Still, the public won’t be too bad, provided that the workplace isn’t set at the freezing point. With my assignments gradually shrinking to nothing, I have the next month and a half ahead of me to check out books and read them on the couch with the cat, to rewatch John Mulaney’s New in Town for the 11th time on Netflix, to eat all of the ham and swiss sandwiches I can fit in my stomach, etc., etc., etc.
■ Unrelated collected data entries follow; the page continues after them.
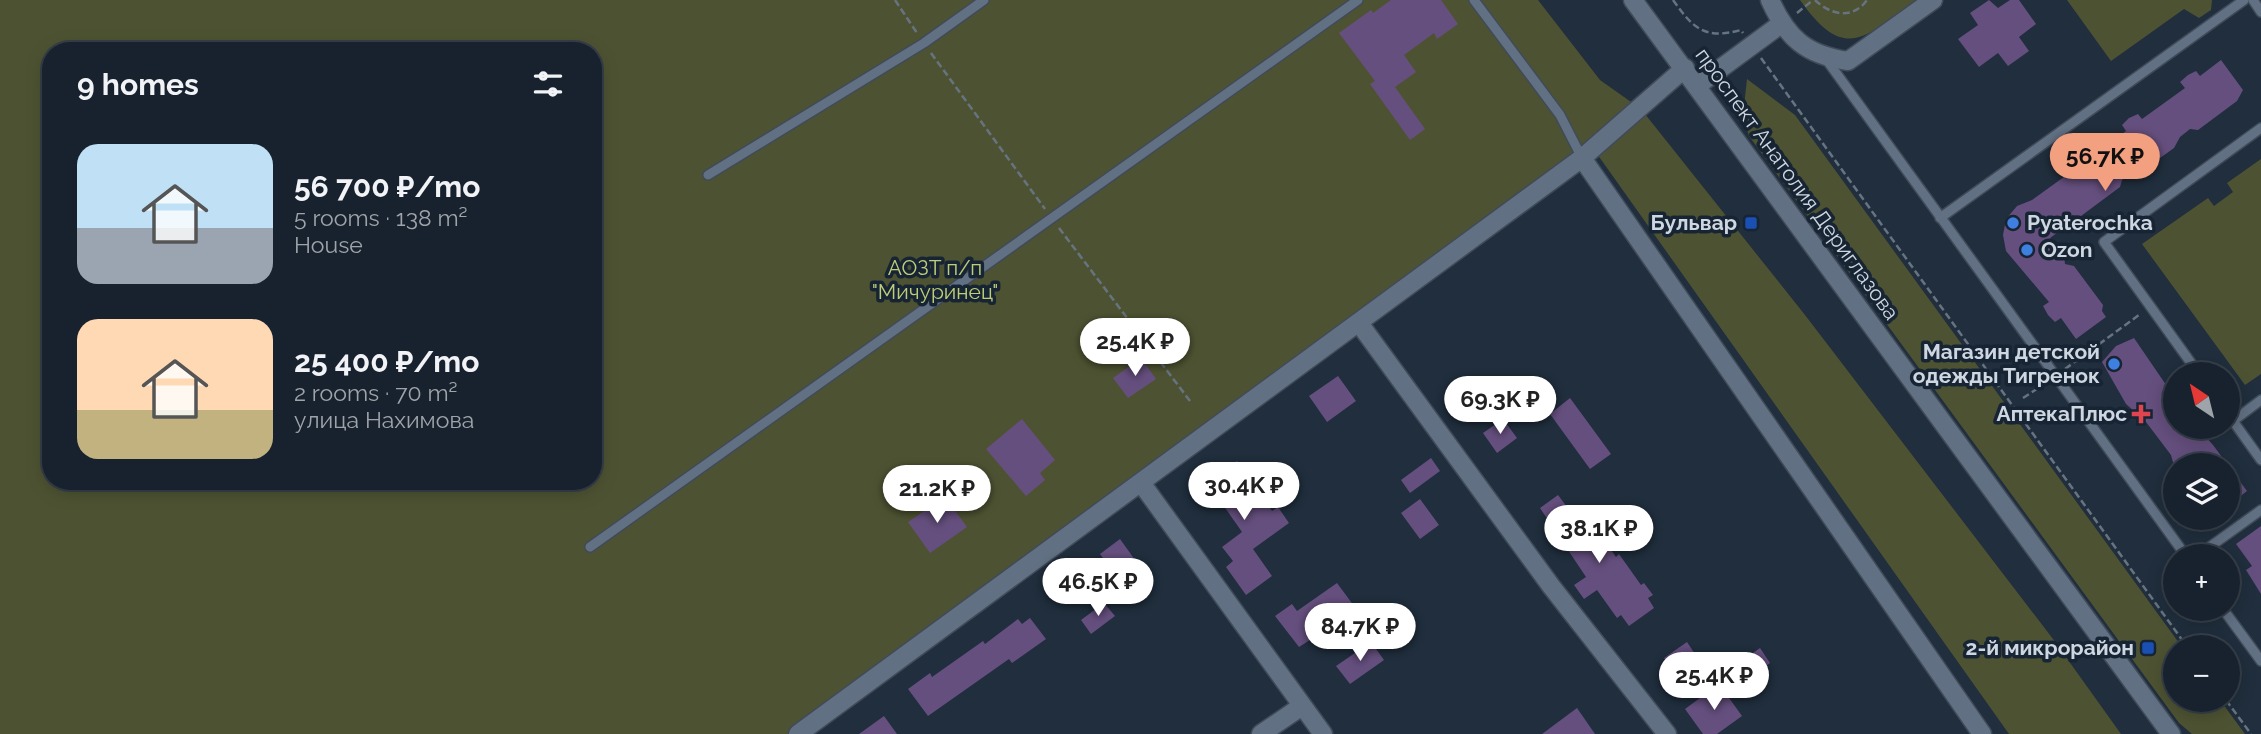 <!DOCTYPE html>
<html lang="en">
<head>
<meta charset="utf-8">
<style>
  body { margin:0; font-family:Raleway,sans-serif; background:#252f3a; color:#f1f3f6; height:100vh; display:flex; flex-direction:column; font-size:26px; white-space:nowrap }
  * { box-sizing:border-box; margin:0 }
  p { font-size:23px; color:#9fa4aa }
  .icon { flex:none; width:38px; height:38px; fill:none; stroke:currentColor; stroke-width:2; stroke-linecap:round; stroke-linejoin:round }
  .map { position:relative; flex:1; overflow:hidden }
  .panel { position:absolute; left:42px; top:42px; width:560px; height:448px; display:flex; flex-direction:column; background:#18222e; border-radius:28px; box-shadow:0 4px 18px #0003,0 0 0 2px #363f4a }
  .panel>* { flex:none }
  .needle { width:46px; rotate:325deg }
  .controls { position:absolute; left:2163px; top:362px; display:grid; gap:14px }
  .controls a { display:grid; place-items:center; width:77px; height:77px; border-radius:50%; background:#18222e; box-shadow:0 4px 18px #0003,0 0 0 2px #363f4a; font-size:35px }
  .price { position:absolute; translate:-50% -60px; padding:0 16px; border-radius:24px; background:#fff; color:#222; font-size:23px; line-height:46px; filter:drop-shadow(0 2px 4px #0008) }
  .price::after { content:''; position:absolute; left:50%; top:42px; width:21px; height:16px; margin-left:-10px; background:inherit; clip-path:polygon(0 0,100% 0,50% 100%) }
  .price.on { background:#f2a080; color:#111 }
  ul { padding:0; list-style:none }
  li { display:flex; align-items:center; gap:21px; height:175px; padding:0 35px }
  li span { display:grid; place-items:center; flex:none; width:196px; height:140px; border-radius:21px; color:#555 }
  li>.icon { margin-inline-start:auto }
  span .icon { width:84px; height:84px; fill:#fffc; stroke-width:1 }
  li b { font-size:30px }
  h2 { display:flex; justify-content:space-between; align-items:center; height:84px; padding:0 35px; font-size:30px }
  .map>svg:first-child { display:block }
  .green { fill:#4d5332; fill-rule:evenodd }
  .building { fill:#654f7e }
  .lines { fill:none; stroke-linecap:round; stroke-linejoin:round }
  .service-casing { stroke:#404b59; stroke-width:12 }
  .minor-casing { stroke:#404b59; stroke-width:21 }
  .secondary-casing { stroke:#404b59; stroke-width:21 }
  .path { stroke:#677380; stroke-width:2.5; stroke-dasharray:7 3.5; stroke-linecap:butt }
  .service { stroke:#617083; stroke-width:9 }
  .minor { stroke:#617083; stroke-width:18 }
  .secondary { stroke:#617083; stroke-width:18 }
  .transit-dot { fill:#1a4fb4; stroke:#172433; stroke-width:2.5 }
  .shop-dot { fill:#3f7fe0; stroke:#172433; stroke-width:2.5 }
  .health-dot { fill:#e0444e; stroke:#172433; stroke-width:2.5 }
  .labels { text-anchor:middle; stroke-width:7; stroke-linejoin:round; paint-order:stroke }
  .street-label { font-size:21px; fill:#ced7e1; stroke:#172433 }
  .poi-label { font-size:21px; font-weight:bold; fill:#ced7e1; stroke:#172433; text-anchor:end }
  .park-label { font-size:21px; fill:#bfcd78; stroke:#172433 }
</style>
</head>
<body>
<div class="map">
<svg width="2261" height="734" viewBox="0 0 2261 734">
  <rect width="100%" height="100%" fill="#202e3d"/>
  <g class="green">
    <path d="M0 0H1538L1600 80 1641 109 1805 315 2053 639 2121 734H2009L1590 144 788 734H0ZM51 51H593V481H51Z"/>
    <path d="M1800 0H1916C1865 37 1845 64 1800 0Z"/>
    <path d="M2067 0H2212L2211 10 2199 18 2184 9 2111 61Z"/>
    <path d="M1747 79 1795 115 2182 647 2175 648V700H2220L2245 734H2192L2179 723 1749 136 1743 115Z"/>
    <path d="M2261 159V374L2245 385 2142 244 2208 198 2214 206 2233 192 2227 183Z"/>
  </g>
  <g class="building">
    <path d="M1391 0H1441L1458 24 1437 39 1434 33 1404 55 1416 72 1395 87 1425 129 1410 140 1370 84 1375 81 1339 33 1371 10 1373 13Z"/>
    <path d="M1989 0 1998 8 2010 0H2019L2036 24 2019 37 2029 51 2008 66 1998 53 1979 67 1958 39 1978 25 1970 13Z"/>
    <path d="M2221 60 2243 90 2237 101 2198 130 2190 129 2180 137 2174 148 2139 173 2133 172 2122 180 2120 187 2081 216 2072 215 2069 224 2050 238 2064 255 2065 264 2074 266 2103 305 2102 311 2106 317 2076 339 2061 318 2055 322 2048 315 2043 306 2049 302 2006 251 2003 235 2006 219 2017 206 2032 200 2068 174 2064 168 2071 162 2080 157 2084 162 2126 131 2122 125 2129 118 2138 114 2142 119 2185 88 2180 82 2188 75 2196 71 2200 76Z"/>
    <path d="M2134 338 2175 398V427H2197L2213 445 2247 491 2228 506V466H2174L2171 455 2146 422 2126 404 2102 362 2116 346Z"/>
    <path d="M1141 358 1156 379 1128 398 1113 378Z"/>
    <path d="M1338 376 1356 401 1327 422 1309 396Z"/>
    <path d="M1570 398 1611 454 1590 469 1550 414Z"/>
    <path d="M1022 419 1055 460 1040 473 1045 480 1026 496 986 449Z"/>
    <path d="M1503 419 1517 438 1497 453 1483 433Z"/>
    <path d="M1431 458 1440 471 1410 493 1401 480Z"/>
    <path d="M1237 461 1272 511 1278 507 1289 523 1253 549 1272 576 1246 595 1226 567 1233 561 1222 547 1242 532 1212 489 1204 495 1194 480 1215 465 1220 473Z"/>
    <path d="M1558 495 1580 524 1584 522 1590 531 1595 528 1616 557 1619 554 1641 585 1644 583 1653 595 1648 598 1654 608 1629 626 1621 615 1617 618 1597 590 1584 599 1574 585 1586 577 1540 508Z"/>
    <path d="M945 497 967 527 930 553 908 522Z"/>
    <path d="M1420 499 1439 525 1420 539 1401 513Z"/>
    <path d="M2261 526V594L2246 570 2252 566 2236 544Z"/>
    <path d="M1120 539 1143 571 1123 586 1100 554Z"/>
    <path d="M1337 583 1357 610 1299 647 1275 616 1292 604 1297 611Z"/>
    <path d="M1104 603 1115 616 1091 634 1081 620Z"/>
    <path d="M1030 618 1046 639 1012 663 1009 659 928 716 908 689 930 673 932 677 983 641 985 644 1018 619 1022 624Z"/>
    <path d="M1371 642 1384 660 1350 684 1336 666Z"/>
    <path d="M1687 642 1703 666 1681 681 1664 658Z"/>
    <path d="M1760 648 1770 663 1757 673 1746 658Z"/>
    <path d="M1719 684 1742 716 1717 734H1703L1685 709Z"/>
    <path d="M1577 708 1595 734H1542Z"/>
    <path d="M884 716 897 734H859Z"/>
  </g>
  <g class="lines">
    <defs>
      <g id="service">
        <path d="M1474 0 1560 115 1582 158"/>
        <path d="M2253 0 2261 12"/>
        <path d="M1826 59 2186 556"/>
        <path d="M708 175 924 43 984 0"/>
        <path d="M1940 218 2244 0"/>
        <path d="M2199 374 2104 242 2261 128"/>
        <path d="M2228 414 2261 460"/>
        <path d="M2233 421 2261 400"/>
        <path d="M590 547 1358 0"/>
        <path d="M2197 556 2261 510"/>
        <path d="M2223 609 2261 661"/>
      </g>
      <g id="minor">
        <path d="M1770 0C1787 38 1806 55 1848 61L1933 0"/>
        <path d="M1698 85 1781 24"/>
        <path d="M1582 158 1982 734"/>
        <path d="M1359 323 1551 586 1667 734"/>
        <path d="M1142 484 1323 734"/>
        <path d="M798 734 1582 158 1685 68"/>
        <path d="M1261 734 1302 706"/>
      </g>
      <path id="secondary" d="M1633 0 2171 734"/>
    </defs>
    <use href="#service" class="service-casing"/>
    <use href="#minor" class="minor-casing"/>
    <use href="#secondary" class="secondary-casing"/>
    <g class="path">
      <path d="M895 0 917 33"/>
      <path d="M1673 0C1693 28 1704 40 1741 30L1743 33"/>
      <path d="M1815 0C1830 15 1853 20 1867 0"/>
      <path d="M1797 13 1813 0"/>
      <path d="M931 53 1045 209"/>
      <path d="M1761 58 2188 648"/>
      <path d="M1059 228 1190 401"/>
      <path d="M2065 369 2139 315"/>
      <path d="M2023 398 2046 383"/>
      <path d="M2226 700 2251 734"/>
    </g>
    <use href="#service" class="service"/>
    <use href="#minor" class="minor"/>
    <use href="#secondary" class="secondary"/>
  </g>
  <g class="transit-dot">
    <rect x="1744" y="216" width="14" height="14" rx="3.5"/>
    <rect x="2141" y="641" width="14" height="14" rx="3.5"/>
  </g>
  <g class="shop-dot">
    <circle cx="2013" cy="223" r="7"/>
    <circle cx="2027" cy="250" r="7"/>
    <circle cx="2114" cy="364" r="7"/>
  </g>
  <path class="health-dot" d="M2137.5 403.5h7v7h7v7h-7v7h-7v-7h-7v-7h7z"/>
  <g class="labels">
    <g class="street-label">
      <text transform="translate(1797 184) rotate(54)" y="7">проспект Анатолия Дериглазова</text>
    </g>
    <g class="poi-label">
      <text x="1737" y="230">Бульвар</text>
      <text x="2027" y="230" text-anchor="start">Pyaterochka</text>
      <text x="2041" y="257" text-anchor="start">Ozon</text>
      <text x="2100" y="359">Магазин детской<tspan x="2100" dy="24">одежды Тигренок</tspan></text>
      <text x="2127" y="421">АптекаПлюс</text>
      <text x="2134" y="655">2-й микрорайон</text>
    </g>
    <g class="park-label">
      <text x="935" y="275">АОЗТ п/п<tspan x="935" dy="24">"Мичуринец"</tspan></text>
    </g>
  </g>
</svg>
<div class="controls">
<a><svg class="needle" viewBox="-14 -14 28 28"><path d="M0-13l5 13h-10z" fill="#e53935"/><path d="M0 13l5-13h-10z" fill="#9fa4aa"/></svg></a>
<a><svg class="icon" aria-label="layers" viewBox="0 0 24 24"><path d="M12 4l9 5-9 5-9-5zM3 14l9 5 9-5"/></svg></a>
<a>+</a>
<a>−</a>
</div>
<b class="price on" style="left:2105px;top:193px">56.7K ₽</b>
<b class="price" style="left:1135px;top:378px">25.4K ₽</b>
<b class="price" style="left:1500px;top:436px">69.3K ₽</b>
<b class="price" style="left:1244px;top:522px">30.4K ₽</b>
<b class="price" style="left:937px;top:525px">21.2K ₽</b>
<b class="price" style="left:1599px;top:565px">38.1K ₽</b>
<b class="price" style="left:1098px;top:618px">46.5K ₽</b>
<b class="price" style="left:1360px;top:663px">84.7K ₽</b>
<b class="price" style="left:1714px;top:712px">25.4K ₽</b>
<section class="panel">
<h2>9 homes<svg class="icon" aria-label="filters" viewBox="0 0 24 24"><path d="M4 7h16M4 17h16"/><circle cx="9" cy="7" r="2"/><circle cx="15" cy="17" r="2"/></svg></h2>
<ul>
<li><span style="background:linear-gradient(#bfe0f5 60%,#9aa5b1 0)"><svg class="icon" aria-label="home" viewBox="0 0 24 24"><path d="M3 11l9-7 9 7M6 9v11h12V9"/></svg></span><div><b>56 700 ₽/mo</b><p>5 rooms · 138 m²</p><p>House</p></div></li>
<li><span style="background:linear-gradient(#ffd9b3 65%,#c2b280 0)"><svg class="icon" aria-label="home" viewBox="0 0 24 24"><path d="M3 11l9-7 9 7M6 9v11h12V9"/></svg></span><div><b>25 400 ₽/mo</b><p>2 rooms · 70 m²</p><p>улица Нахимова</p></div></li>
</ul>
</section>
</div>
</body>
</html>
At this point I really don’t have the slightest clue why I keep this thing. No matter how I look at it, this dirty habit of letting words fall out of my mouth is a vain and terrible thing, but so what? It’s not as if I have some gargantuan readership that is hanging on my every word, so I suppose it doesn’t matter either way. Ha! Regardless, I plan on keeping this self-centered pursuit as long as I have inane, rambling things to say (which I always will). Perhaps I’ll become more interesting along the way.